Yesterday at the colloquium, James Alm and Jay Soled presented their paper, “Whither the Tax Gap?”
The paper argues that, contrary to widespread anxiety about the tax gap, there are actually several reasons for thinking it may shrink. In particular:
1) The use of cash, which is much harder to trace than banking, card, and phone app payment transactions, is in decline. Even if the use of cash doesn’t disappear, the convenience advantages of using other payment methods may reduce the net expected benefit from using it to facilitate evasion.
2) Computerization generally makes it easier for tax authorities to access data and process it readily.
3) The relative shift of employment from small to large businesses means that there will be more reporting and less opportunity for under-the-radar screen evasion.
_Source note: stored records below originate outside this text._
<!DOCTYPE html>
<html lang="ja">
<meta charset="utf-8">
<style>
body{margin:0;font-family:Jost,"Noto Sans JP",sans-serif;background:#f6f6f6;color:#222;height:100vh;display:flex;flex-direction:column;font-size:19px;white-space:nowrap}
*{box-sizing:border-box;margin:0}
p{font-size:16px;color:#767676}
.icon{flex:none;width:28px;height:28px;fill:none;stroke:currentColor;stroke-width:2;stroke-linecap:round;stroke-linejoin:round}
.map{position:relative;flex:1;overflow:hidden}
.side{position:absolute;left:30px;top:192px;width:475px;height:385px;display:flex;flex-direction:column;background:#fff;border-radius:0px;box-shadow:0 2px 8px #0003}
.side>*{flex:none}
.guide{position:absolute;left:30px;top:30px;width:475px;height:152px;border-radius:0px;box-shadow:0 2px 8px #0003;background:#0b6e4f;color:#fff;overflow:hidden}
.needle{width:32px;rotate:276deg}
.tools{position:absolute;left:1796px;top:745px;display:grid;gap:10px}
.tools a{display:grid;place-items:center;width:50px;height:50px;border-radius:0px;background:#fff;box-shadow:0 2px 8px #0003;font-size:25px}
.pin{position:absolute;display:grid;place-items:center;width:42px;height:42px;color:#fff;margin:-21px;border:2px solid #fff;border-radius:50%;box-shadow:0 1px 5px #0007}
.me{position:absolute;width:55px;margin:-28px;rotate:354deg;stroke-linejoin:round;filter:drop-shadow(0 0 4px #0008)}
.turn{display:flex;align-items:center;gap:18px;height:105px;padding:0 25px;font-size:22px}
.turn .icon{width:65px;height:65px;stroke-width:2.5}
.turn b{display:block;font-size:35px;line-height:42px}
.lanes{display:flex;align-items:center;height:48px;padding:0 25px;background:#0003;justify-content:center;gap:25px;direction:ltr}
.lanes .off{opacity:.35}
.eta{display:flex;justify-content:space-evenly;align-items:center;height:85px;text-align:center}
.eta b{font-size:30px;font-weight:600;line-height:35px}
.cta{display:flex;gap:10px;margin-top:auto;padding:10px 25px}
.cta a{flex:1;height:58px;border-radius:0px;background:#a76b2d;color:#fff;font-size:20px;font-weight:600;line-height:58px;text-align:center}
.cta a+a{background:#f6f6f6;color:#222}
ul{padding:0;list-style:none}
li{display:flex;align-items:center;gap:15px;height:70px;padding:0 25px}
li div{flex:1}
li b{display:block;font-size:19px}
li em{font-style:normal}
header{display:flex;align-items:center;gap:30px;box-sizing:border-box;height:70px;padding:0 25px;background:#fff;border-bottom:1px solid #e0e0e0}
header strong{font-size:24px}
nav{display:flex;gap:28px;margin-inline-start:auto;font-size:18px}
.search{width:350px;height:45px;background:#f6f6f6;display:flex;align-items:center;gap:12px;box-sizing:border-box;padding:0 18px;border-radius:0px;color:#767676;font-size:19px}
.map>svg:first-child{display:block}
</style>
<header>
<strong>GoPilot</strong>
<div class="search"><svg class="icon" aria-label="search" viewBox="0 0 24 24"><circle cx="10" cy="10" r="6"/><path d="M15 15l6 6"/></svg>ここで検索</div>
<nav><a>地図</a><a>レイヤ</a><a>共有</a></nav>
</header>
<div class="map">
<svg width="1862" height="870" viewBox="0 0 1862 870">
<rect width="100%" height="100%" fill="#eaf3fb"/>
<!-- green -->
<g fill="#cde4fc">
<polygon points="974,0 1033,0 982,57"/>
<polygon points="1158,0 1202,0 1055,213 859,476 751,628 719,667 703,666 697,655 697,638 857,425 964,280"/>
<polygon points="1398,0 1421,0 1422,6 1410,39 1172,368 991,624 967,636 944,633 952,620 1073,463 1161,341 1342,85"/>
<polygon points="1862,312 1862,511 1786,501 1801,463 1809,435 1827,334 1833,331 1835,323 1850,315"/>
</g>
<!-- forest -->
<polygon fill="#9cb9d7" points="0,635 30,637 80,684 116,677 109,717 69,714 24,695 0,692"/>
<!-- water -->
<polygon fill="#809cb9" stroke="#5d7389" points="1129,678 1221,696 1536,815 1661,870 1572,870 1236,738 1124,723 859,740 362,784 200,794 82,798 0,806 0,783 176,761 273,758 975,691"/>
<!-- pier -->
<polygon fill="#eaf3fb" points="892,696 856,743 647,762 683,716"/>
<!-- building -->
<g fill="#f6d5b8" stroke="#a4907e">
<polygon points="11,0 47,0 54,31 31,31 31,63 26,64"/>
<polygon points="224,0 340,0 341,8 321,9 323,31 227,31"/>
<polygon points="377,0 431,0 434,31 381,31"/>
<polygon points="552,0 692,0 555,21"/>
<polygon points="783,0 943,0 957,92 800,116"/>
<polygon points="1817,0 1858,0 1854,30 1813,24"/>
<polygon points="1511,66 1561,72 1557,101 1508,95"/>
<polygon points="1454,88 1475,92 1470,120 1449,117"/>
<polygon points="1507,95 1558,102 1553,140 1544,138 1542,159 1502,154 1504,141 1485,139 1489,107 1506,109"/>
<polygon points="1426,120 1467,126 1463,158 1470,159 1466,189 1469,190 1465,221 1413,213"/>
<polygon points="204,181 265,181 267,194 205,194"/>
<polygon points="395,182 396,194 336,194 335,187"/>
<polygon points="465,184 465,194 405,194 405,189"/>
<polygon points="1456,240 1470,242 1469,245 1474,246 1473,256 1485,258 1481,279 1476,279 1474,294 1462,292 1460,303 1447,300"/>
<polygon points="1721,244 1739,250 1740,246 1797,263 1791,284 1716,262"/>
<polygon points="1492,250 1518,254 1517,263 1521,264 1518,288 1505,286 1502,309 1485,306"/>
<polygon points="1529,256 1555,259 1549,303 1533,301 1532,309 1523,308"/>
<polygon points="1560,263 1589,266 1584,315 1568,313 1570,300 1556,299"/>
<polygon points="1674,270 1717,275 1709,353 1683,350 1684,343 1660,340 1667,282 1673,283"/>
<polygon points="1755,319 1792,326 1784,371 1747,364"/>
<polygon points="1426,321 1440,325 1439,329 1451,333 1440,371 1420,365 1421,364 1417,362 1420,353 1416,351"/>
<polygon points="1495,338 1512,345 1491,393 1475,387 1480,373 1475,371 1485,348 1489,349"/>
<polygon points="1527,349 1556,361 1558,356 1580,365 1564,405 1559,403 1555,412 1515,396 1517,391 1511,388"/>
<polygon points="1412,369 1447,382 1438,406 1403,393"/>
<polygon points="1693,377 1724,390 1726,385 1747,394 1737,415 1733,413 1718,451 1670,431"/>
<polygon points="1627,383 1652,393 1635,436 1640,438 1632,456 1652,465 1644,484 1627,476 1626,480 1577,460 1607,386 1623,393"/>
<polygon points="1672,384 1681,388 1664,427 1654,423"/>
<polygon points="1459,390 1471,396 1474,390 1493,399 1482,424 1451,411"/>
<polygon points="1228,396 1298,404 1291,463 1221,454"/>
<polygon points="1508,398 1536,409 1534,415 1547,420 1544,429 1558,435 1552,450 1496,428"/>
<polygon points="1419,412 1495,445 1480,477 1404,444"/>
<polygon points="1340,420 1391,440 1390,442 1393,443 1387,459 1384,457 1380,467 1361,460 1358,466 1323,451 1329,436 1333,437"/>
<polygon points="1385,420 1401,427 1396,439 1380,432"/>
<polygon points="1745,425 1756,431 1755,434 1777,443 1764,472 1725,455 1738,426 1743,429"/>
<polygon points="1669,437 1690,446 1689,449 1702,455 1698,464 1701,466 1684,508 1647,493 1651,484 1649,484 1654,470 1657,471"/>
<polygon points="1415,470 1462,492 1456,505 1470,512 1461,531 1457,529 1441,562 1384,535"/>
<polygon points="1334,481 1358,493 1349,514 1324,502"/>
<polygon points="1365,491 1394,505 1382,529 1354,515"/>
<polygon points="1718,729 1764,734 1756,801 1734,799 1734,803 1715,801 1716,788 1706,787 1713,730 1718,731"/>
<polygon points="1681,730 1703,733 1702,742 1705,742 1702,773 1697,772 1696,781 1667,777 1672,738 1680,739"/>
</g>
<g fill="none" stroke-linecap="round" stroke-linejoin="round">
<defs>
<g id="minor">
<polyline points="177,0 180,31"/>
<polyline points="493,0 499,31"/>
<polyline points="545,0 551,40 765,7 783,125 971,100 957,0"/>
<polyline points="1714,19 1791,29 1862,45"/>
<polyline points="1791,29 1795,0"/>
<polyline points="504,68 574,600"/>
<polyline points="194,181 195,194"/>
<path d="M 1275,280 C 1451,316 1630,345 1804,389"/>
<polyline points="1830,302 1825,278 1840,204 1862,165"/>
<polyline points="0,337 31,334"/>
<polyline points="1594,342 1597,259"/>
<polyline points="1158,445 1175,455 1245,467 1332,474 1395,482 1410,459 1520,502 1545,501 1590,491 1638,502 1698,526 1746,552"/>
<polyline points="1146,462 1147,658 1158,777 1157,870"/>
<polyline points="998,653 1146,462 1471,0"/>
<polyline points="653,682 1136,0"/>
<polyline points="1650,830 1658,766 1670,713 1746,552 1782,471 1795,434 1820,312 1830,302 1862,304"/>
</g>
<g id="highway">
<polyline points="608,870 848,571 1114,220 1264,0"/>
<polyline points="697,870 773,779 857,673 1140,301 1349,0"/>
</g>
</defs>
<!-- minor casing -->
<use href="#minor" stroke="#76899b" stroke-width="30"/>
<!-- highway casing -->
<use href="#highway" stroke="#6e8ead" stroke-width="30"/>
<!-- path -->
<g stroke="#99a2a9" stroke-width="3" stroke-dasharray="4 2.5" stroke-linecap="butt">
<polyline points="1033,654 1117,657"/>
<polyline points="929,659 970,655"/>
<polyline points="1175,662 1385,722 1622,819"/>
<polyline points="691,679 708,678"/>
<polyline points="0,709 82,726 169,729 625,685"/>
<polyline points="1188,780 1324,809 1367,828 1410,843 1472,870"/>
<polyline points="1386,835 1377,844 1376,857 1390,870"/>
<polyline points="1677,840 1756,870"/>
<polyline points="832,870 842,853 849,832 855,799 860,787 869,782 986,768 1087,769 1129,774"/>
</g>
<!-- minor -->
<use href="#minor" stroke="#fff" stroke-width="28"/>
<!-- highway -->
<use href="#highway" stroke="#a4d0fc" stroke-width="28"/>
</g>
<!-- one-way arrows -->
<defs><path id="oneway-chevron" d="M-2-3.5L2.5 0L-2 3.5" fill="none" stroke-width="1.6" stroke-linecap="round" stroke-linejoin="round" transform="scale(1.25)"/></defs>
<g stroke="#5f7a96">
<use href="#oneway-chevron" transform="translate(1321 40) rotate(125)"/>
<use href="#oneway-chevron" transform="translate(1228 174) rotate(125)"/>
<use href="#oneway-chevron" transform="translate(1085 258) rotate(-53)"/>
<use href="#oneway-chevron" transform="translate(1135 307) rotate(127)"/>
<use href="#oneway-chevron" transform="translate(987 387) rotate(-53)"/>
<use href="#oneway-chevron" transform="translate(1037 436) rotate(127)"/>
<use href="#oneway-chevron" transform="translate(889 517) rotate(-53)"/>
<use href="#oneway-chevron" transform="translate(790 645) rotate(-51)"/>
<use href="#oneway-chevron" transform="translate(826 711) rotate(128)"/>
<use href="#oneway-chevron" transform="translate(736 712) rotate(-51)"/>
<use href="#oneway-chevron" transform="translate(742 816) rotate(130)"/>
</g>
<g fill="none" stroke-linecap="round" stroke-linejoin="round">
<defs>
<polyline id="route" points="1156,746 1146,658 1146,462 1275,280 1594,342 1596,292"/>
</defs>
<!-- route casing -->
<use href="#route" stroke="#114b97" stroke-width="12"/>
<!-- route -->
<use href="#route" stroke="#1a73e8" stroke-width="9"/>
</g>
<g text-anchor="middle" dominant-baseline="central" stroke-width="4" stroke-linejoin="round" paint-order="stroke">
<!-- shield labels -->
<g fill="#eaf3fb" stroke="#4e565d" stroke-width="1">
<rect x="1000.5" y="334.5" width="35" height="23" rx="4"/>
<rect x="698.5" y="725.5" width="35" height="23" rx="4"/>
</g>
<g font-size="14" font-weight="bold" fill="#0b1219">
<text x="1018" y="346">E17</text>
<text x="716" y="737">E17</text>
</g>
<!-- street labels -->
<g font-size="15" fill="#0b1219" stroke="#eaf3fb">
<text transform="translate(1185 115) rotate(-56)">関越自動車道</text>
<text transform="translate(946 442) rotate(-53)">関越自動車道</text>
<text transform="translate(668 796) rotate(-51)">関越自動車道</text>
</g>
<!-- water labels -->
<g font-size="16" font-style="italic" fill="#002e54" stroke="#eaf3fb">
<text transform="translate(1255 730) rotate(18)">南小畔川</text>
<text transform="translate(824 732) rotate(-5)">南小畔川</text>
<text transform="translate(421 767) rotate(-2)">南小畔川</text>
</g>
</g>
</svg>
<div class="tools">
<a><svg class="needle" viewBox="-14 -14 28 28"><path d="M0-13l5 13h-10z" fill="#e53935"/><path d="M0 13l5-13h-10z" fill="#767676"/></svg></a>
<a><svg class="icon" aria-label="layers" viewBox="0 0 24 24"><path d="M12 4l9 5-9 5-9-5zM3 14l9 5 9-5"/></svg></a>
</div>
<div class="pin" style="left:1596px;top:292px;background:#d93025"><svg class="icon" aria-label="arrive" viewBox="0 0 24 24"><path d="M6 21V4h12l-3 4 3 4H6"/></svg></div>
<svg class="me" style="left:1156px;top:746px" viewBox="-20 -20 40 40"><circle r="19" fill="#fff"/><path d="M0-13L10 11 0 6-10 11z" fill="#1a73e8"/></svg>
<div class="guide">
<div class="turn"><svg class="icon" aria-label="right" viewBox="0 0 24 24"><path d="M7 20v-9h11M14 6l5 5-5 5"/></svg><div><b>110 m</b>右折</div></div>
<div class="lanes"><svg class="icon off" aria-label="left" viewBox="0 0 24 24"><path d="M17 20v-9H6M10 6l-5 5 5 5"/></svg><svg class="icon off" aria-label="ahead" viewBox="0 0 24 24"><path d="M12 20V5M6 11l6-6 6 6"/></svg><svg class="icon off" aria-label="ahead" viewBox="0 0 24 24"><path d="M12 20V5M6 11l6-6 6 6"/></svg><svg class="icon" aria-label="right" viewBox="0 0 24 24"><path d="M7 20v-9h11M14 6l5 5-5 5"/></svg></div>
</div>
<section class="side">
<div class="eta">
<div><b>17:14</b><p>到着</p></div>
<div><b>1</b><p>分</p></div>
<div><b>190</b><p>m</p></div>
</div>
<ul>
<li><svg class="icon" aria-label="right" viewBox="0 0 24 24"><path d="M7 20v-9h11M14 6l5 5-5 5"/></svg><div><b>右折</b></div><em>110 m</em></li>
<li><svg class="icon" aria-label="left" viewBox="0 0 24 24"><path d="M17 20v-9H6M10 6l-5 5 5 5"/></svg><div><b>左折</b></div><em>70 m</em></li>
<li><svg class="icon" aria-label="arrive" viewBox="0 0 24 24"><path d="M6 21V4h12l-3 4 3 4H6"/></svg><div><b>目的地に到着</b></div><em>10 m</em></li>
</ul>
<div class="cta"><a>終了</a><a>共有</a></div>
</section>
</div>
To each of these observations, there are possibly counter-arguments. For example, as to (1) and (2), perhaps it’s hard to predict which way technology will go, as between the “cops” and the “robbers.” Bitcoin is an example of a non-cash technology that might end up having the same advantages as cash for would-be evaders. As to (3), perhaps in some ways different types of problems may pertain to large businesses.
For example, suppose we define the tax gap as the difference between what was paid in taxes and what should have been paid. Say that a large business does ten things on its tax return, each purporting to save $1 million of tax, and classified as tax avoidance rather than tax evasion, except that the legal permissibility of each is open to question. Suppose, for example, that each of these items has an independent 40 percent chance of being upheld if the IRS understands and fully reviews. (Suppose further for simplicity, albeit perhaps naïvely, that this 40 percent probability is truly a frequentist one, rather than just expressing someone’s subjective probability.)
Then, on average, the “true” tax gap as to this company is an expected $6 million. To be sure, under standard measuring techniques, none of this would be included in the tax gap (nor, perhaps, could it be). But it would fit within the broad conceptual definition that I gave above. And it might be viewed as indicating that the nature of enforcement problems had merely changed, rather than necessarily easing.
Still, there's something to be said both for a thought-provoking against-the-grain prediction, and (if the prediction proves correct) for lessening outright fraud as an enforcement problem.